El reconocimiento ele la Iniciación nos justifica y da la razón de ser del
Idealismo.
El Idealismo es la afirmación osada de las verdades divinas por el alma
que se interroga en su soledad y juzga de las realidades celestes por las
facultades íntimas y sus voces interiores. — La Iniciación es la penetración de
esas mismas verdades por la experiencia del alma, por la visión directa del
espíritu, por la resurrección interna. En el supremo grado, es la comunicación
del alma con el mundo divino.
El Ideal es una moral, una poesía, una filosofía; la Iniciación es una
acción, una visión, una presencia sublime de la Verdad. El Ideal es el ensueño
y el lamento de la patria divina; la Iniciación, ese templo de los elegidos, es su
clara remembranza, la posesión misma.
Construyendo la categoría del Ideal, el iniciado Platón creó un refugio;
abrió el camino de salvación a millones de almas que no pueden llegar en esta
vida a la iniciación directa, pero aspiran dolorosamente a la verdad.

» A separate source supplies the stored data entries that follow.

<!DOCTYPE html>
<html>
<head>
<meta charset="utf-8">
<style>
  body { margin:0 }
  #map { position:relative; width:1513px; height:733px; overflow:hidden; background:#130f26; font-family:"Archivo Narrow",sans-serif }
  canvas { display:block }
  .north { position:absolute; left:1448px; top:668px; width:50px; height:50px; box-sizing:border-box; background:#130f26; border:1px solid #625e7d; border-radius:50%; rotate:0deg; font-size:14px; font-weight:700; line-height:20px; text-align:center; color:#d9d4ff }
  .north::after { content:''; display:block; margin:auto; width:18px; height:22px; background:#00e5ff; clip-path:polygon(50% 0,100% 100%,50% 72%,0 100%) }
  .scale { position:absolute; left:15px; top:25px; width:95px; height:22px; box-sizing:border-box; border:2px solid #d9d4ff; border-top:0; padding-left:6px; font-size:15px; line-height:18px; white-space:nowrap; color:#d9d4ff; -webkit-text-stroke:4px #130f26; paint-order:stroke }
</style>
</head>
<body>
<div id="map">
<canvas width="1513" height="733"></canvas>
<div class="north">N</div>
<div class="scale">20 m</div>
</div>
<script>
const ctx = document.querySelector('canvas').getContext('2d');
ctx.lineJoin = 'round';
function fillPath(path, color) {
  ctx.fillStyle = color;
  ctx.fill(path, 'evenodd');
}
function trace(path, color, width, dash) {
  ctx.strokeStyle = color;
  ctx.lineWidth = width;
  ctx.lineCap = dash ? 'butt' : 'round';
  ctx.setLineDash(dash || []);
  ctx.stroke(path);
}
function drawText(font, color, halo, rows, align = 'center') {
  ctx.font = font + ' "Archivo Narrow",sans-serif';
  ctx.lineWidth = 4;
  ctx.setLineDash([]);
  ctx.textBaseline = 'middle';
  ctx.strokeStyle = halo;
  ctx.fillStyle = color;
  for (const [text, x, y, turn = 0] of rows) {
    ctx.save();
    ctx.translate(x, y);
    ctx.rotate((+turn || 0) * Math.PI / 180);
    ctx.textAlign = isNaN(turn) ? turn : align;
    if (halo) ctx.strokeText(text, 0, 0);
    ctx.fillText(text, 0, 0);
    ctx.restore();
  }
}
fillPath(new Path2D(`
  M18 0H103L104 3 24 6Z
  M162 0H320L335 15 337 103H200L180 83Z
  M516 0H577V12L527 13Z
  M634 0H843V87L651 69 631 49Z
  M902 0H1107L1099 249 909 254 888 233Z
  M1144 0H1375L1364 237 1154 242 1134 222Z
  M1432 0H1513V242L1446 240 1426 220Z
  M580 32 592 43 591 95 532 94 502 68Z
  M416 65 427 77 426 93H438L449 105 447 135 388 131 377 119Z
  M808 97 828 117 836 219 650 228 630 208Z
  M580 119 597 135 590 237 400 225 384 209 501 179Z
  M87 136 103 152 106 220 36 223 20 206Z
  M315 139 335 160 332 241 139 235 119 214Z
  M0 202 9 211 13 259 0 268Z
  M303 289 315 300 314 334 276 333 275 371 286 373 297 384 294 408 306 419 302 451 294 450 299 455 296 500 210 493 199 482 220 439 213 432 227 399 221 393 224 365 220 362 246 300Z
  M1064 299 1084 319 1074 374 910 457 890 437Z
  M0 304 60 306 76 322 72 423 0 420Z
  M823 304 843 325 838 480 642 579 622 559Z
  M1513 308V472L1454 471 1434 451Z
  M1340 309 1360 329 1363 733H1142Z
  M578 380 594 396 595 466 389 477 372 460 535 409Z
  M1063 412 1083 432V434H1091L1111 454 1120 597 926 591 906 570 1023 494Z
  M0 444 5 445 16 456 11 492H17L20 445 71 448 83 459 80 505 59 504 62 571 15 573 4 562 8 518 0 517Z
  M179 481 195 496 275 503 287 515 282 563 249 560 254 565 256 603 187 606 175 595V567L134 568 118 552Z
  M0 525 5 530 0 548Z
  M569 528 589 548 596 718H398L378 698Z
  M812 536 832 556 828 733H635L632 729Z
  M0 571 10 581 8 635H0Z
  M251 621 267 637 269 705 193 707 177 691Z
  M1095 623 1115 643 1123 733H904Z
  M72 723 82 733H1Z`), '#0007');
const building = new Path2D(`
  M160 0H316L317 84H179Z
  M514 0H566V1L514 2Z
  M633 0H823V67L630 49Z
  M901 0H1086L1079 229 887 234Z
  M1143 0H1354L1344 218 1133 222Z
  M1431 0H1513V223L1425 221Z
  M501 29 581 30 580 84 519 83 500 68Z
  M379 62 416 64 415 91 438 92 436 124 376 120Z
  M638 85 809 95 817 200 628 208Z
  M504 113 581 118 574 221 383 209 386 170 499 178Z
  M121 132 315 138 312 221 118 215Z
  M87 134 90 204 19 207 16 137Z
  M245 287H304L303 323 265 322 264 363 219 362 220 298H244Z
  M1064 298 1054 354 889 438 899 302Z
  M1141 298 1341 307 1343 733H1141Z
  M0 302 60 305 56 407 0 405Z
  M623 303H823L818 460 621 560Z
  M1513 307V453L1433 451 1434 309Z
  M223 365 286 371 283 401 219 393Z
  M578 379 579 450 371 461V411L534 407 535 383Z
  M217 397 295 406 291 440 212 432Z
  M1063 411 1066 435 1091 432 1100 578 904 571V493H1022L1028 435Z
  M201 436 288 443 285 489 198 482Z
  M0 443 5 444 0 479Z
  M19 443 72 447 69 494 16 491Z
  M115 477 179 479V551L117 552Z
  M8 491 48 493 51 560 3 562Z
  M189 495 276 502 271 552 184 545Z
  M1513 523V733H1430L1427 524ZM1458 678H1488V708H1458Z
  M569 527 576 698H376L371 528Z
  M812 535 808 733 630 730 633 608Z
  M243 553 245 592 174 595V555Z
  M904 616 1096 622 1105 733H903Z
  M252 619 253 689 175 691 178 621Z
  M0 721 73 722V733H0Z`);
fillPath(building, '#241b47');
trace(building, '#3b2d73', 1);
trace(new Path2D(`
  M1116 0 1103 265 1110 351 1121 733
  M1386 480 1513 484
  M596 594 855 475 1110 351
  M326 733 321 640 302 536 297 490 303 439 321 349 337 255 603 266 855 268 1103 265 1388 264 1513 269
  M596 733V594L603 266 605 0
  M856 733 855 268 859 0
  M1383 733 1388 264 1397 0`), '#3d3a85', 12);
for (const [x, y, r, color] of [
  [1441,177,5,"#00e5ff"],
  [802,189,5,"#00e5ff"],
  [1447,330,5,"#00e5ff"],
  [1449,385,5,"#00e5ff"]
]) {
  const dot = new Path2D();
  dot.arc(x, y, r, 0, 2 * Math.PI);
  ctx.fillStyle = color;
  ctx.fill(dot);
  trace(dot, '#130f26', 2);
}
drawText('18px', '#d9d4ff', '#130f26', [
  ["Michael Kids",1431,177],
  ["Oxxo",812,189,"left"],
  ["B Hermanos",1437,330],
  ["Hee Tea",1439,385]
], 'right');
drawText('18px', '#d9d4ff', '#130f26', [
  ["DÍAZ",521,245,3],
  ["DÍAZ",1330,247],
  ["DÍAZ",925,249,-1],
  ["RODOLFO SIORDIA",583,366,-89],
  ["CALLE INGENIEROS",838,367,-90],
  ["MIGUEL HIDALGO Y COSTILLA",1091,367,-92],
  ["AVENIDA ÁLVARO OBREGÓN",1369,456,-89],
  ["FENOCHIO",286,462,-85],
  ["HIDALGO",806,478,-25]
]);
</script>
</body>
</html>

Platón
hizo así de la filosofía el vestíbulo de un santuario futuro, convidando a él a
todos los hombres ele buena voluntad. El idealismo de sus numerosos hijos
paganos o cristianos, nos aparece como la sala de espera de la grande
inicación.
Esto nos explica la inmensa popularidad y la fuerza radiante de las ideas
platónicas. He aquí por qué la Academia de Atenas, fundada por Platón, duró
siglos y se prolongó en la gran escuela de Alejandría. He aquí por qué los
primeros Padres de la Iglesia rindieron homenaje a Platón; he aquí por qué
San Agustín tomó de él las dos terceras partes de su teología. Dos mil años
habían pasado desde que el discípulo de Sócrates había exhalado el último
suspiro a la sombra de la Acrópolis. El cristianismo, las invasiones de los
bárbaros, la Edad Media había pasado sobre el mundo. Pero la antigüedad
renacía de sus cenizas. En Florencia, los Médicis quisieron fundar una
academia y llamaron a un sabio griego, desterrado de Constantinopla, para
organizarla. ¿Qué nombre le dio Marsile Ficin?. La llamó la academia
platónica. Hoy mismo, después que tantos sistemas filosóficos, construidos
uno sobre otros se han hundido en el polvo; hoy, que la ciencia ha investigado
la materia en sus últimas transformaciones y se vuelve a encontrar enfrente de
lo inexplicado y de lo invisible; hoy aún, Platón vuelve a nosotros. Siempre
sencillo y modesto, pero radiante de juventud eterna, nos tiende el ramo
sagrado de los Misterios, el ramo de mirto y de ciprés con el narciso: la flor
del alma que promete el divino renacimiento en una nueva Eleusis.